Seit fast drei Jahren ist der 33-Jährige nun bei der Drittvertretung des HSV im Amt. In all der Zeit ging es stetig steil bergauf – aus der Bezirks- bis in die Oberliga. Karch feierte mit seinen „Rothosen“ Erfolg um Erfolg. Jetzt muss er mit seinem Team das erste Mal eine längere Durststrecke überstehen. Eine Situation, die dem übermäßig ehrgeizigen Übungsleiter zusetzt. „Natürlich macht es keinen Spaß. In all der Zeit, die ich das jetzt mache, haben wir vielleicht sechs oder sieben Spiele verloren.

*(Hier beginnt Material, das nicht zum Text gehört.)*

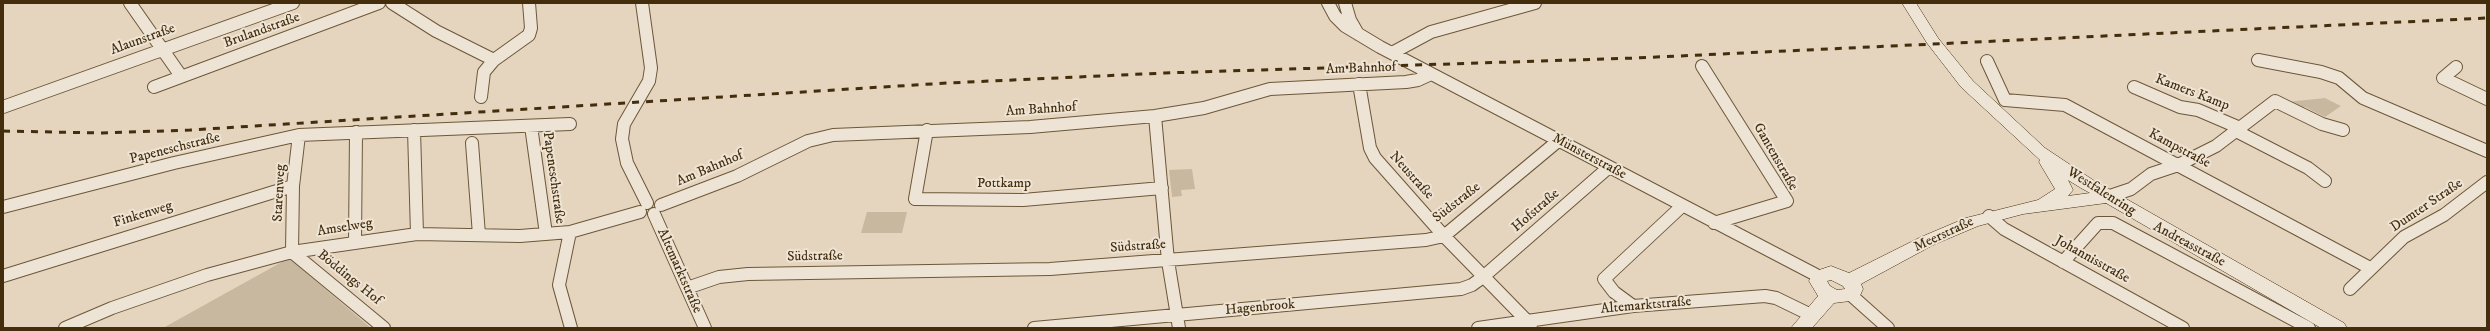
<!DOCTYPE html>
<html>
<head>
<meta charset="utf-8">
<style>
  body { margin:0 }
  #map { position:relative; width:2490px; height:331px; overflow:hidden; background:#e5d5be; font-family:"IM FELL DW Pica",serif }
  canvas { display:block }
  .frame { position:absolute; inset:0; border:4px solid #432d0d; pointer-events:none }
</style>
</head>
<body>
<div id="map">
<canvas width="2490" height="331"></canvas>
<div class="frame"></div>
</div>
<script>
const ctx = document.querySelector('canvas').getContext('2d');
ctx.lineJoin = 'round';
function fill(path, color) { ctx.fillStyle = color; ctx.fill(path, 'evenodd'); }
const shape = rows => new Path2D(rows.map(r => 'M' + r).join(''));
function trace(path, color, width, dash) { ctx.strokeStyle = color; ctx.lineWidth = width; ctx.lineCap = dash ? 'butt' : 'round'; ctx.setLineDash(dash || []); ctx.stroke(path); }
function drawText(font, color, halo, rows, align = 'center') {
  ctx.font = font + ' "IM FELL DW Pica",serif'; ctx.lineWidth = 4; ctx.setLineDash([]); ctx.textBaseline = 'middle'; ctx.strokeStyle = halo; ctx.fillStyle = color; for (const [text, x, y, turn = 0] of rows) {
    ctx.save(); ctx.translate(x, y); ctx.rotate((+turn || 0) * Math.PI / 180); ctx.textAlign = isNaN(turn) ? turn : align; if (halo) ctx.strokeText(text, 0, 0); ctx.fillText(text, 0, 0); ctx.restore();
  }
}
fill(shape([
  [2325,98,2341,106,2325,117,2305,107,2301,109,2287,102],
  [1192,169,1195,189,1181,190,1182,196,1172,197,1169,170],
  [867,212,907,212,902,233,861,233],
  [289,258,371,328,163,328]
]), '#c9b8a0');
const street = shape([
  [130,3,181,76],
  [392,3,436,31,494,60],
  [642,3,651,68,649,81,624,124,622,139,627,163,647,203],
  [1328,3,1335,16,1345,26,1380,47,1820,277],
  [1345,3,1350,20,1358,34],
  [1392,53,1431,32,1535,3],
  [2258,60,2321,72,2339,78,2363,98,2487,151],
  [1987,61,2005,100,2065,105,2370,268],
  [1702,66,1787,201,1714,223],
  [2456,67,2443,78,2487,99],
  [1359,84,1370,148,1375,158,1444,236,1531,325],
  [154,87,379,3],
  [2134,87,2180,107,2198,110,2240,128],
  [481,97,484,72,494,60,529,35,531,28,529,3],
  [3,107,293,3],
  [1155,116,1168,261,1179,328],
  [531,126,546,234],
  [414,130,417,234],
  [927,130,915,199,1023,200,1162,188],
  [2236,131,2308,168,2325,181],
  [299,135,293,186,292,252,384,328],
  [472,143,479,235],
  [2107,197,2131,189,2151,174,2178,165,2216,146,2275,101,2322,124,2343,130],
  [661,205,737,176,808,141,833,135,1030,127,1155,116,1204,108,1270,89,1406,82,1418,80,1431,74],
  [3,207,174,163,299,135,570,124],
  [654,214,705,328],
  [1989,216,2004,229,2183,328],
  [570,232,559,285,571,328],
  [355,242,356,132],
  [2063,262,2098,223,2113,223,2309,328],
  [3,276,293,186],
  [687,288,719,277,748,274,1050,269,1426,240,1444,236,1558,141],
  [2350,289,2404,237,2444,215,2487,182],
  [1851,295,1888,328],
  [1633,306,1614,292,1604,279,1682,206],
  [65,328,112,308,207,275,292,252,417,234,520,236,570,232,640,212],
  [1034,328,1461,289,1472,285,1483,277,1608,168],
  [1478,328,1633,306,1765,296,1776,298,1811,315]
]);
const secondary = shape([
  [1902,3,1916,3,1938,38,1973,81,2045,148,2093,180,2344,323,2347,328,2321,328,2106,203,2023,214,1978,226,1933,245,1861,284,1863,289,1858,300,1834,303,1812,328,1791,328,1818,296,1809,281,1813,272,1831,266,1849,273,1921,237,1966,218,2038,200,2055,189,2039,162,2040,160,1961,87,1927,43,1902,3],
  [2068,180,2081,188,2090,193,2068,196,2073,190,2068,180],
  [1831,280,1843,286,1845,289,1837,290,1830,286,1827,281,1831,280]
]);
trace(street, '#6c5739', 14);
trace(secondary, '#432d0d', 1);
trace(street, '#eee4d5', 12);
fill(secondary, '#eee4d5');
trace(shape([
  [3,131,102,133,190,130,947,83,1165,73,1636,58,2487,18]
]), '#432d0d', 3, [7, 7]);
drawText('14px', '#432d0d', '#eee4d5', [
  ["Brulandstraße",262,31,-20],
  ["Alaunstraße",143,40,-20],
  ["Am Bahnhof",1361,69,-2],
  ["Kamers Kamp",2192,93,21],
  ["Am Bahnhof",1041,110,-4],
  ["Papeneschstraße",175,149,-14],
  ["Kampstraße",2179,149,28],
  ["Münsterstraße",1589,157,28],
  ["Gantenstraße",1775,157,60],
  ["Am Bahnhof",710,169,-23],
  ["Neustraße",1411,176,48],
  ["Papeneschstraße",553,178,82],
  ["Pottkamp",1004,184],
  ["Westfalenring",2101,192,32],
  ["Starenweg",280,193,-87],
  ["Südstraße",1457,203,-38],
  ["Dumter Straße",2427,206,-34],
  ["Hofstraße",1536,211,-41],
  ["Finkenweg",143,215,-17],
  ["Amselweg",345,228,-9],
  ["Meerstraße",1944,235,-25],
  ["Andreasstraße",2189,245,28],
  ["Südstraße",1138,247,-4],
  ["Südstraße",815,257,-1],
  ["Johannisstraße",2092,260,29],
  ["Altemarktstraße",679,271,66],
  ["Böddings Hof",349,278,39],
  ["Altemarktstraße",1646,306,-5],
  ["Hagenbrook",1260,308,-5]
]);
</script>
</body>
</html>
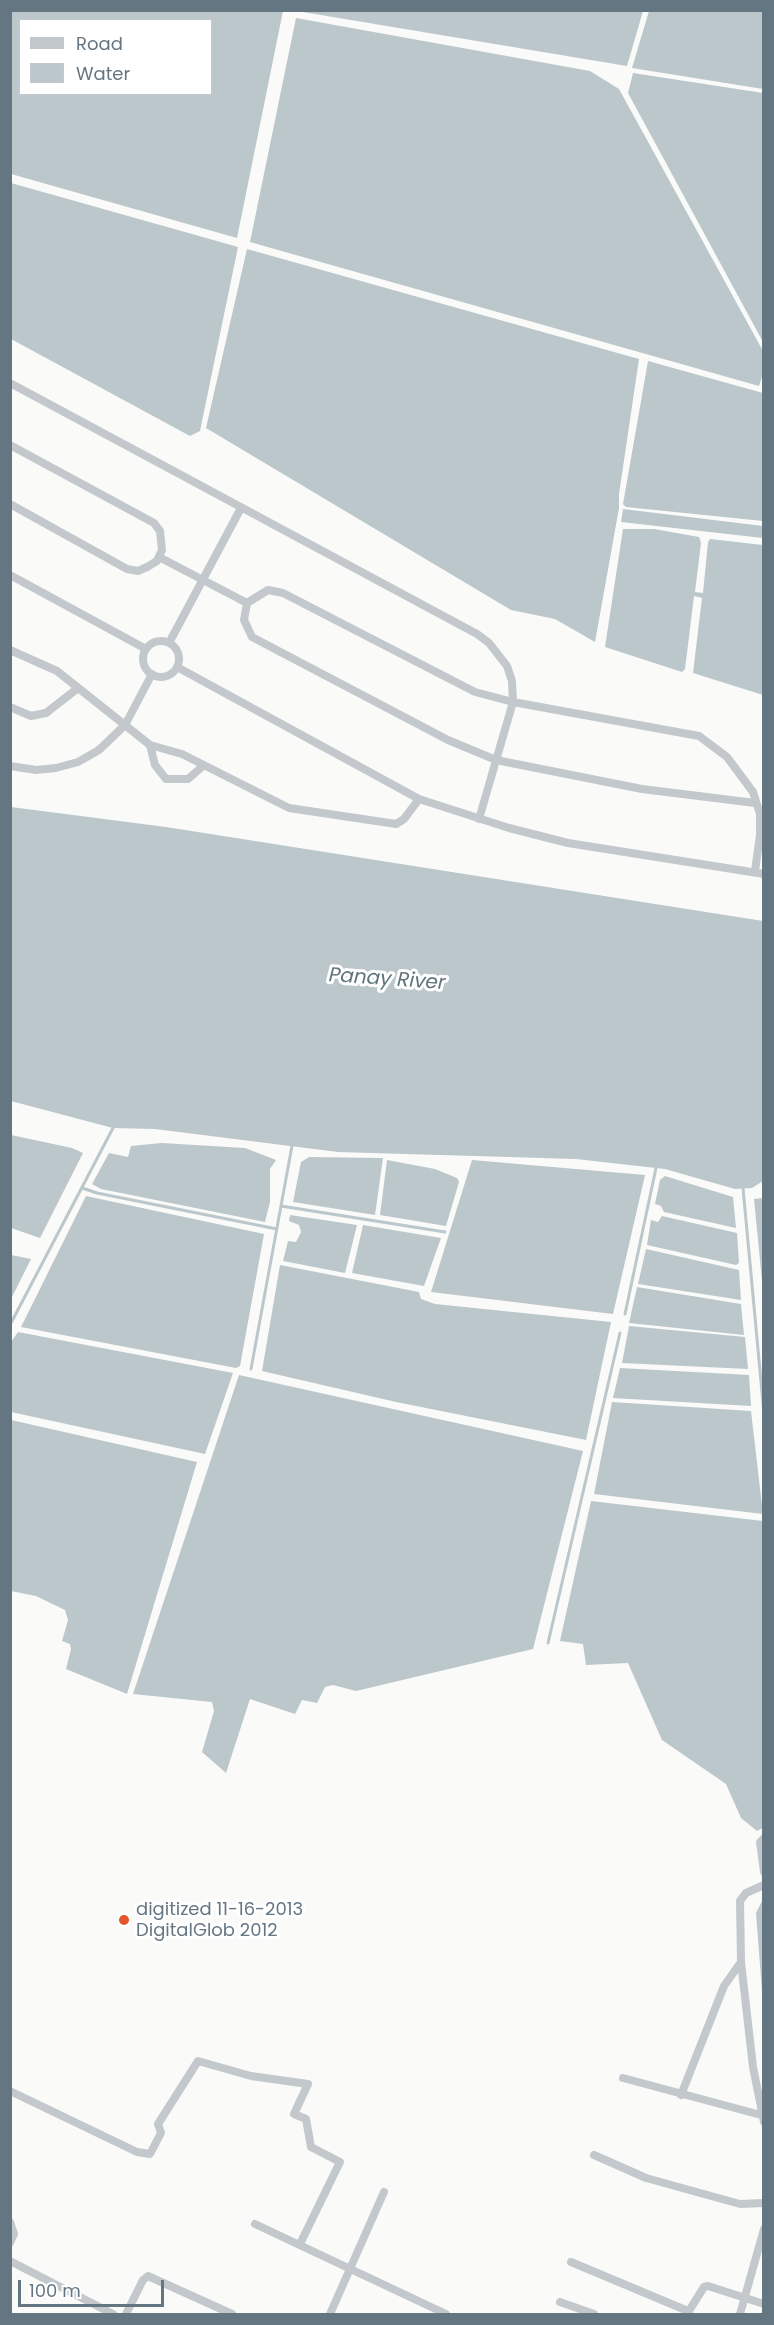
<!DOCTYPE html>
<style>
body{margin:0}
#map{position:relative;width:774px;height:2325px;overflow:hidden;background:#fafaf8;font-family:Poppins,sans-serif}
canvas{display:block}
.frame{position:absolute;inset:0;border:12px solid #657683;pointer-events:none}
.legend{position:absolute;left:18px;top:18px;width:195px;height:78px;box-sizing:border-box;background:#fff;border:2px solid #c1c8cd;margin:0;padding:8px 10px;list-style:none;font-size:18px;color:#657683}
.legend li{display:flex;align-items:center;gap:12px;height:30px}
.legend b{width:30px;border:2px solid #c1c8cd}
.scale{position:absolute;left:18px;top:2280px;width:146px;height:27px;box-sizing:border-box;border:3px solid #657683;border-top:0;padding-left:8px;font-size:18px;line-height:21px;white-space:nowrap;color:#657683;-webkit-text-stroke:4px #fff;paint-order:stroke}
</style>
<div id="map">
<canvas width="774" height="2325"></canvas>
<div class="frame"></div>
<ul class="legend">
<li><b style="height:8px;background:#c3c8cc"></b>Road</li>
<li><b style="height:16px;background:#bbc7cb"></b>Water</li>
</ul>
<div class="scale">100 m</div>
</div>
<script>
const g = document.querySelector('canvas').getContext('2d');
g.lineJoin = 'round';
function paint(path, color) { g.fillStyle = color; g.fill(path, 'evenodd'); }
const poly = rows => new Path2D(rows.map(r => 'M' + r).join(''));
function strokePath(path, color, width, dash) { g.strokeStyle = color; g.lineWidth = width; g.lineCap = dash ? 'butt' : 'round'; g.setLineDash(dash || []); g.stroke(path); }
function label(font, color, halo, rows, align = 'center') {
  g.font = font + ' Poppins,sans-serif'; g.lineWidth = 6; g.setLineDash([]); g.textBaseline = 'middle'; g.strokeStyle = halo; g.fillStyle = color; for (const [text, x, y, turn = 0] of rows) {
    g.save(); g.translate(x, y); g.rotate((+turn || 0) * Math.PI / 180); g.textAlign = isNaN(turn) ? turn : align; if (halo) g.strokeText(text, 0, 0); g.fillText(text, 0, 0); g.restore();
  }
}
const water = poly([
 [10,11,283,11,237,238,11,174],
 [20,20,212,20,212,94,20,94],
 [297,11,297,10,643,11,627,66],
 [649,11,763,11,763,89,632,68],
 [296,18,590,71,619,89,763,351,763,374,759,386,250,242],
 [633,73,763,93,763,342,628,93],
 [11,183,238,247,200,431,190,436,11,339],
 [247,249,639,359,619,494,619,508,595,642,555,619,511,610,206,428],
 [648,361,763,393,763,521,626,507,623,504],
 [623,509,763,526,763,538,621,522],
 [623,529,654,529,699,537,701,543,695,592,703,593,708,542,710,539,763,545,763,695,693,673,702,598,694,596,685,669,682,672,605,647],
 [11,807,166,827,763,921,763,1181,752,1188,735,1189,665,1169,576,1159,338,1152,155,1129,113,1128,11,1101],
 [11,1135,72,1148,83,1153,40,1238,11,1228],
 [162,1143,245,1148,276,1160,270,1169,270,1202,265,1222,101,1189,92,1184,109,1153,128,1157,131,1146],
 [309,1157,383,1158,375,1215,293,1202,301,1162],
 [387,1160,435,1169,457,1178,459,1182,446,1226,380,1215],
 [472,1160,645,1175,613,1314,431,1292],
 [665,1176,733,1197,736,1228,664,1212,661,1206,655,1204,660,1180],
 [86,1196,264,1234,240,1366,236,1368,21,1327],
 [763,1198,764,1198,763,1291,754,1199],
 [290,1215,357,1225,345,1273,283,1261,288,1241,296,1242,301,1232,299,1225,289,1221],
 [662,1216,737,1233,739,1263,736,1265,647,1245,651,1220,658,1222],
 [363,1225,441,1238,424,1286,352,1273],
 [646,1249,739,1270,741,1300,638,1284],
 [11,1255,31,1259,11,1299,10,1255],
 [280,1265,419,1292,421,1299,435,1304,611,1322,586,1440,396,1402,262,1371],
 [637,1287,741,1304,744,1335,629,1323],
 [629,1326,745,1337,748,1369,622,1363],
 [18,1332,233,1373,205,1454,11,1412,11,1342],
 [620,1368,749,1375,751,1406,613,1398],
 [239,1375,583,1451,533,1649,356,1691,333,1685,325,1687,317,1703,302,1700,295,1714,250,1699,226,1773,202,1752,214,1711,212,1702,133,1694],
 [612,1402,751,1411,763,1514,594,1494],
 [11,1420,197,1462,127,1694,66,1669,71,1649,70,1644,62,1641,68,1620,65,1610,36,1596,11,1591],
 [591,1501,763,1521,763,1828,757,1831,741,1818,726,1784,662,1740,628,1663,586,1665,583,1644,560,1641],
 [763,1899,763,2004,756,1913]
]);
const stream = poly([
 [82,1188,97,1193,277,1229],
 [743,1188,764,1414],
 [281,1206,445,1232],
 [625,1314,656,1168],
 [10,1325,113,1128],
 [251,1369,292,1146],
 [548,1643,620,1333]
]);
const street = poly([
 [10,383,477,634,489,643,507,666,512,681,513,702,479,819],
 [10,445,154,523,160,531,162,550,157,561,147,567,138,571,127,569,10,504],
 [159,557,247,603],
 [10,575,146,649],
 '143 659a18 18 0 1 1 36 0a18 18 0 1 1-36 0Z',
 [169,643,241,508],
 [10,650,57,671,150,745,182,754,289,808,396,824,404,819,419,799],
 [177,667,419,799,509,828,568,843,764,874],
 [10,707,31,716,46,713,78,688],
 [150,745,155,765,166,779,188,779,203,766],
 [10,766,36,770,56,768,78,762,99,750,125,725,152,674],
 [755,803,642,789,496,760,448,740,252,637,244,620,247,603,268,590,283,593,475,692,513,702,699,736,727,757,753,792,760,814,760,835,755,871],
 [764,1838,760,1842,764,1872],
 [764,1885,746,1893,740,1901,741,1962,753,2067,764,2122],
 [623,2078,761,2115],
 [10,2091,137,2152,150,2154,161,2133,158,2124,198,2061,251,2076,308,2084,294,2114,306,2119,311,2147,340,2162,300,2244],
 [681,2095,724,1986,741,1962],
 [594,2155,646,2178,740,2204,764,2203],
 [10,2222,14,2234,10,2243],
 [255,2224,446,2314],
 [10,2261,113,2314],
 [571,2262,688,2311],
 [560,2302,594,2314],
 [126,2314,143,2280,148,2276,232,2314],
 [330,2314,384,2192],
 [687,2314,704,2287,708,2286,764,2304],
 [740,2314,764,2229]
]);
const markers = [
 [124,1920,6,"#e4572e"]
];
const poiNames = [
 ["digitized 11-16-2013",136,1910],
 ["DigitalGlob 2012",136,1931]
];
const waterNames = [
 ["Panay River",387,980,4]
];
paint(water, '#bbc7cb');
strokePath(stream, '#bbc7cb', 3);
strokePath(street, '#c3c8cc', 8);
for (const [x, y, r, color] of markers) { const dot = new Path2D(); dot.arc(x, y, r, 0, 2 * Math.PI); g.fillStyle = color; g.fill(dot); strokePath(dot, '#fff', 2); }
label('18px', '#657683', '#fff', poiNames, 'left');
label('italic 20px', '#60757c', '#fff', waterNames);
</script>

Dieselbe Anzahl haben wir jetzt im ersten Drittel der Saison. Natürlich geht mir das gegen den Strich und ich komme jeden Abend mit einer Fresse nach Hause. Verlieren ist einfach scheiße. Aber es kommt auf die Art und Weise an. Wenn ich gegen Dassendorf fünf Stück kriege und die sind einfach besser, dann kann ich damit leben. Aber dass ich fünf Stück gegen Wedel oder Osdorf kriege, das spiegelt einfach nicht das wider, was wir glauben, was wir in der Lage sind zu spielen, was wir den Jungs vorgeben und was wir auch erarbeiten. Jedes Training ist extrem detailliert vorbereitet. Dann kommt hier noch einer und sagt: ‚Mein kleiner Zehnagel ist abgebrochen, ich kann acht Wochen nicht trainieren.‘ Du kriegst einen Nackenschlag nach dem anderen.“

"So holen wir bis zum Winter keinen einzigen Punkt mehr"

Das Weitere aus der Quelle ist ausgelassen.